Material supplied:
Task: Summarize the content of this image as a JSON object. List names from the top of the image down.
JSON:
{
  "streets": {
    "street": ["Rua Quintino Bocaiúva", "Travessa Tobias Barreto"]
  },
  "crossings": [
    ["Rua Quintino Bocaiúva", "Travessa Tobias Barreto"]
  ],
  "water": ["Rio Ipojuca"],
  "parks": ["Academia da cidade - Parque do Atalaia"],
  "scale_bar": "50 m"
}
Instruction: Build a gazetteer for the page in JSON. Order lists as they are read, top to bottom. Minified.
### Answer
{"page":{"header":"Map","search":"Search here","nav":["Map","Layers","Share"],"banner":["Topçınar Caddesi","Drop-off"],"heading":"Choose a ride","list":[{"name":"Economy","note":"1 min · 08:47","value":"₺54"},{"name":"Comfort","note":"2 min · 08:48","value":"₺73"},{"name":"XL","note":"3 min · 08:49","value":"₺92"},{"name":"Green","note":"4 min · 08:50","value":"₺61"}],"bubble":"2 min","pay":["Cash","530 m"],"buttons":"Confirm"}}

Assignment: Every entry must be printed again, exactly as it reads.

Solution:
Task: Summarize the content of this image as a JSON object. List names from the top of the image down.
JSON:
{
  "streets": {
    "street": ["Rua Quintino Bocaiúva", "Travessa Tobias Barreto"]
  },
  "crossings": [
    ["Rua Quintino Bocaiúva", "Travessa Tobias Barreto"]
  ],
  "water": ["Rio Ipojuca"],
  "parks": ["Academia da cidade - Parque do Atalaia"],
  "scale_bar": "50 m"
}
Instruction: Build a gazetteer for the page in JSON. Order lists as they are read, top to bottom. Minified.
### Answer
{"page":{"header":"Map","search":"Search here","nav":["Map","Layers","Share"],"banner":["Topçınar Caddesi","Drop-off"],"heading":"Choose a ride","list":[{"name":"Economy","note":"1 min · 08:47","value":"₺54"},{"name":"Comfort","note":"2 min · 08:48","value":"₺73"},{"name":"XL","note":"3 min · 08:49","value":"₺92"},{"name":"Green","note":"4 min · 08:50","value":"₺61"}],"bubble":"2 min","pay":["Cash","530 m"],"buttons":"Confirm"}}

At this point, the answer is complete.